Understanding Discovar output

This post is part 10 of a series on bioinformatics file formats, written for the 2017 UK-KBRIN Essentials of Next Generation Sequencing Workshop at the University of Kentucky.


DISCOVAR is a new genome assembler and variant caller developed by the broad institute. As of this writing,it takes as input Illumina reads of length 250 or longer produced on MiSeq or HiSeq 2500. To learn more, read the entire DISCOVAR manual here.

The assembly output

The final output assembly will take the form of OUT_HEAD.final.*, where OUT_HEAD is set by the user. Below let's assume we've set OUT_HEAD to out.

Intermediate assemblies

DISCOVAR also generates a number of intermediate assembly files, named out.n.*.

The final assembly is a graph, the edges of which are contained in two fasta files: out.final.fasta0 and out.final.fasta. fasta0 contains the non-overlapping edges, whereas out.final.fasta extends the edges to overlap by K-1 bases.

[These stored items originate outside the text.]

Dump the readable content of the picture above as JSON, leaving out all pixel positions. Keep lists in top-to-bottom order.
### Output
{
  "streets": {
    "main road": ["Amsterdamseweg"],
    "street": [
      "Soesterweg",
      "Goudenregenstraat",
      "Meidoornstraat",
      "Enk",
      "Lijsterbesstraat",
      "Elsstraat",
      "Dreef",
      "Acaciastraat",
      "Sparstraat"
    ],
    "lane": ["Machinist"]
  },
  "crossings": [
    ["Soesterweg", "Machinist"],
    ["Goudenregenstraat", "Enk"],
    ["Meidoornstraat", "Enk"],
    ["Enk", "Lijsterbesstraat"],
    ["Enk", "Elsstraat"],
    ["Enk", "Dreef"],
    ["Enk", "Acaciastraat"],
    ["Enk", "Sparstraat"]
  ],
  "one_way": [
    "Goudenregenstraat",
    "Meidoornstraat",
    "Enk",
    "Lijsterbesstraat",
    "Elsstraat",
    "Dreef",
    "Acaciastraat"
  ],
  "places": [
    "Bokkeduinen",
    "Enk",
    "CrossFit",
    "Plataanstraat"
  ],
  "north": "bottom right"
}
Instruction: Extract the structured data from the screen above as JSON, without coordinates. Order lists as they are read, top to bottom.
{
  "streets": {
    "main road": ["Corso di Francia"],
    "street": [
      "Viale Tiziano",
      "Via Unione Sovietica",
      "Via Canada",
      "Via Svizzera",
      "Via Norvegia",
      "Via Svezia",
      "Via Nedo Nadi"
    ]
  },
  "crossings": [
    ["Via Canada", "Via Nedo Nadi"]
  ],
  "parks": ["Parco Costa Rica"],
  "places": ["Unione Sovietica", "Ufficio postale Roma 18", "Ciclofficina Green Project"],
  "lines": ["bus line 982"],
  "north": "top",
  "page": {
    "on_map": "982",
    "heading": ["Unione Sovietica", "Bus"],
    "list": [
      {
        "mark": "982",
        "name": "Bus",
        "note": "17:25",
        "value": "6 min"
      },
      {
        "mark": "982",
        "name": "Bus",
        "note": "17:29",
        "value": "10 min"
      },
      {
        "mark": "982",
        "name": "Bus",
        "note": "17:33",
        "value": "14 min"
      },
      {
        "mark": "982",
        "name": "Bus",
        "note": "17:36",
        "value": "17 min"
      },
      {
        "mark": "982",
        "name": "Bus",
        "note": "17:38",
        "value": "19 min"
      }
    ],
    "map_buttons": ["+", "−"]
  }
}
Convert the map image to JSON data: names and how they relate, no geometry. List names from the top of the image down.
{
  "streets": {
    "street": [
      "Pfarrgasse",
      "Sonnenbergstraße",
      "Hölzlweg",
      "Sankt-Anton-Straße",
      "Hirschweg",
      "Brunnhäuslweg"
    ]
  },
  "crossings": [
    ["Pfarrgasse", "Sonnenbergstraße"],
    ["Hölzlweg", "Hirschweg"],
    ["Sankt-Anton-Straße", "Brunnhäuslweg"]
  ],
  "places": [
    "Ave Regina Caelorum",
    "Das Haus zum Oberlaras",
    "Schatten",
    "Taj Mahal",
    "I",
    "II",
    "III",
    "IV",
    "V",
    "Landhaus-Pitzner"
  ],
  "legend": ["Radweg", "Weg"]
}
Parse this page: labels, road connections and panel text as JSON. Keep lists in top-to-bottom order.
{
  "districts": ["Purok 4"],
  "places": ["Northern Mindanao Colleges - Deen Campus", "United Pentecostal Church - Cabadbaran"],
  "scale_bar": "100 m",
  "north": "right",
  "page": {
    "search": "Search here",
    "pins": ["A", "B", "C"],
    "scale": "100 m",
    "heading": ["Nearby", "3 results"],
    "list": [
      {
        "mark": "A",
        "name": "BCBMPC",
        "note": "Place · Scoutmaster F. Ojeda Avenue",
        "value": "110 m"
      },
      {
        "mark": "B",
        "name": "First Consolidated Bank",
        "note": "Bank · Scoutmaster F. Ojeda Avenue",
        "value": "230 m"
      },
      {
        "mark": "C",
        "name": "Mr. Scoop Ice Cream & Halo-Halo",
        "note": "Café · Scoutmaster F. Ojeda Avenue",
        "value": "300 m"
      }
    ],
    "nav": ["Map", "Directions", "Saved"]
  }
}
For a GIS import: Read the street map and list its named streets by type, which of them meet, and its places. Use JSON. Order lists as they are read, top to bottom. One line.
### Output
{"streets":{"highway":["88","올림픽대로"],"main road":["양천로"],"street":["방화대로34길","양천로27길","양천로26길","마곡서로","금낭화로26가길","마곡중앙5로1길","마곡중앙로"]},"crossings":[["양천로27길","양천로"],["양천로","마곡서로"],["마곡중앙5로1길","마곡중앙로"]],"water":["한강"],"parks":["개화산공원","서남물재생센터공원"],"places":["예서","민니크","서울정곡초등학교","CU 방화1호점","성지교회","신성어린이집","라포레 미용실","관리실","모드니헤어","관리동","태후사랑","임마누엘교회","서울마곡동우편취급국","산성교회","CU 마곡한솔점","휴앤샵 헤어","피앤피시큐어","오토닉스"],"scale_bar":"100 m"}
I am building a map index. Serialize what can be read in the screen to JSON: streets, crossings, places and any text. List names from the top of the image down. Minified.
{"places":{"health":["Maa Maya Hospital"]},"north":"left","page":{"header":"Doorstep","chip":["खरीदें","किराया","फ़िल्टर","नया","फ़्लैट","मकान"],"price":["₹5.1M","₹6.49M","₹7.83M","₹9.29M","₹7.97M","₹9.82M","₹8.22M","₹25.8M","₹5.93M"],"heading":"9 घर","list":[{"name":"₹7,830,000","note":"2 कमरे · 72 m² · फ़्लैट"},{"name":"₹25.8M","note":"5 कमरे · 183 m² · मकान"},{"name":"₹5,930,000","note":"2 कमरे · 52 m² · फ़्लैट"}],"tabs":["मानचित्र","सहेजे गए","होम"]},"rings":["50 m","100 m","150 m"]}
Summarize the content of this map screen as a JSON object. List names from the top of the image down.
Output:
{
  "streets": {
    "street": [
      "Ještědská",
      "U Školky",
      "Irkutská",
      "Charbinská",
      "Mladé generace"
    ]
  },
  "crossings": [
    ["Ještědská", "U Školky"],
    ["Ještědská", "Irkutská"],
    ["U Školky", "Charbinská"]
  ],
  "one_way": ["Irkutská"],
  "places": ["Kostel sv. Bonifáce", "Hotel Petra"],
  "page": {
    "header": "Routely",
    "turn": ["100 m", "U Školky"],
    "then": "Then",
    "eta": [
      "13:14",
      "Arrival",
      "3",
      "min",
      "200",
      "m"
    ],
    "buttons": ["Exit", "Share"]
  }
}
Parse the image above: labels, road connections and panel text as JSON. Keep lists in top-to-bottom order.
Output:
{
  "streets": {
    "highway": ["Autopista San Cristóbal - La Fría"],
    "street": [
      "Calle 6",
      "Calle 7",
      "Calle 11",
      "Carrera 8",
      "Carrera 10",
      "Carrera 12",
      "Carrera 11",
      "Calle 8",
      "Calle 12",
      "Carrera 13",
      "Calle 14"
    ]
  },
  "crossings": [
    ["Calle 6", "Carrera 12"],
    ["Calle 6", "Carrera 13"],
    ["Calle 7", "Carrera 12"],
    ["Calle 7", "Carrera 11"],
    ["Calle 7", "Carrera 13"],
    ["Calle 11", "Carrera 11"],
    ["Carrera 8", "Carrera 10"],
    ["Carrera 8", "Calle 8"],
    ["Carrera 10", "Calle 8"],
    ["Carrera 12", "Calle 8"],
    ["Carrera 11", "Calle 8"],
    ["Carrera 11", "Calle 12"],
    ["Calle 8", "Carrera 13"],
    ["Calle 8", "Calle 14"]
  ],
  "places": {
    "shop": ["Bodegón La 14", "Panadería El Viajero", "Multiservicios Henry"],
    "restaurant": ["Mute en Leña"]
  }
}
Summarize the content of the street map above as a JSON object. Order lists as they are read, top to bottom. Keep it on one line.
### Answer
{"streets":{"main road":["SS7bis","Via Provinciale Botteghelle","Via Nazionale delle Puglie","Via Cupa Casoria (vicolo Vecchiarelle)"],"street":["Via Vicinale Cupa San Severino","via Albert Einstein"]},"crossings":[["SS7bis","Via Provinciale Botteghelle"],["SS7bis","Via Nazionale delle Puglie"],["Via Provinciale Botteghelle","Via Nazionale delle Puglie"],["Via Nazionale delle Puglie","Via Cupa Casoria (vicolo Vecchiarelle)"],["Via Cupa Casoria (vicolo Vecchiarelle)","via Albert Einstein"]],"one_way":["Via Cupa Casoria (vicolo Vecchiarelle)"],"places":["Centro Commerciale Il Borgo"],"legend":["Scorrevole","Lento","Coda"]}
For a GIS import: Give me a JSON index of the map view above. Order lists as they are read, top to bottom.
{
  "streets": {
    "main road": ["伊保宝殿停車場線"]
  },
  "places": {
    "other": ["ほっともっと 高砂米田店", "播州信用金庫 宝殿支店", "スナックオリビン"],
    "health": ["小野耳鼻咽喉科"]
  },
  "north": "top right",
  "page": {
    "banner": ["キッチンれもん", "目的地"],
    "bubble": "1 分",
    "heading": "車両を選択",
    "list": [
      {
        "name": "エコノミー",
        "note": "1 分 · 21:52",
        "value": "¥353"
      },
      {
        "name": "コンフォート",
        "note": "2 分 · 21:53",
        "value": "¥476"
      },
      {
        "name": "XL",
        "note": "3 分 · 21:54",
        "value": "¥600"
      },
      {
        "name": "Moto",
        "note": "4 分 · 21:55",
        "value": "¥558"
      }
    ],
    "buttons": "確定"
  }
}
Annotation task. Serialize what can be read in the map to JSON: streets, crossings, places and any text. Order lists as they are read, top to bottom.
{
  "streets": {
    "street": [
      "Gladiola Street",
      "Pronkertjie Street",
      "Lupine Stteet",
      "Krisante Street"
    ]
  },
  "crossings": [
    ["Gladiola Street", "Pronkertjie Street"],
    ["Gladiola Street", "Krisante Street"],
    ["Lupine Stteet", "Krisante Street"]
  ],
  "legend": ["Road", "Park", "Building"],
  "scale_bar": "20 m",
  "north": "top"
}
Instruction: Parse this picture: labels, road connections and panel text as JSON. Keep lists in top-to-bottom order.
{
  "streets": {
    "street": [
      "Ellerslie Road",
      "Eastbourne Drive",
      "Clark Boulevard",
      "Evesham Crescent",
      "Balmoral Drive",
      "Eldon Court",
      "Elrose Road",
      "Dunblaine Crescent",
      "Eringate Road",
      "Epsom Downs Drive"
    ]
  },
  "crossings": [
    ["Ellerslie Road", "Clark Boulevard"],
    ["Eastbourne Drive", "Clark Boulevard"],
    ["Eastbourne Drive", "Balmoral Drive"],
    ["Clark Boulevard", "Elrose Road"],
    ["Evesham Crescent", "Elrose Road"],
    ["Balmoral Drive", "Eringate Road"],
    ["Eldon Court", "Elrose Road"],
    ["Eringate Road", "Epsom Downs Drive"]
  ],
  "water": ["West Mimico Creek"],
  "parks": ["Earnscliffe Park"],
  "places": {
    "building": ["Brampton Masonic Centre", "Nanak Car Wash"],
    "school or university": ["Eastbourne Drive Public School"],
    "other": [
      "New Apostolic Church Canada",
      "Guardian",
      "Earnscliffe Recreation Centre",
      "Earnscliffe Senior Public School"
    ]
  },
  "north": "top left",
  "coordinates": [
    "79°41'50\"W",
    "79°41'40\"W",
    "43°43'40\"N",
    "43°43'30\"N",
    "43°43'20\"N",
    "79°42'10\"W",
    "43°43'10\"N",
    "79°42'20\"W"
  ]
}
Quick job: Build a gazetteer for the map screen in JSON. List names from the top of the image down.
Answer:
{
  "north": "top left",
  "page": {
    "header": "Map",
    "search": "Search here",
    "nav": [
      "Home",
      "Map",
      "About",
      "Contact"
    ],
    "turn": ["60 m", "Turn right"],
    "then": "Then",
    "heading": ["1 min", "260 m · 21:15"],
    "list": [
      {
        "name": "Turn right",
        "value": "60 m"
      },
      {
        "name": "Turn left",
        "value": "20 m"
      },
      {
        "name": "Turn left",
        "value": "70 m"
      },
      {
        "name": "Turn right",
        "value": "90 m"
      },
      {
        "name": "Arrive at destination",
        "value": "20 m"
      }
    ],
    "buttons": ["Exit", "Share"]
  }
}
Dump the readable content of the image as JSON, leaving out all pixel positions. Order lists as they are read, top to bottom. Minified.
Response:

Which you choose to use will depend on your specific needs. In either case, the FASTA header generated takes the form of:

edge-name start-node:end-node k-size edge-size

For example:

>edge_10 1:100 K=80 bases=330

Note that the fasta0 file does not have a k parameter and is omitted.

Visualizing the output graph

The assembly graph can be visualized using GraphViz using the below commands:

dot -Tps -o assembly.final.ps assembly.final.dot
gv assembly.final.ps

The resulting visualization will show each edge with its edgeID color coded by length.

Edge illustration

Example visualization of a DISCOVAR edge, from the DISCOVAR manual.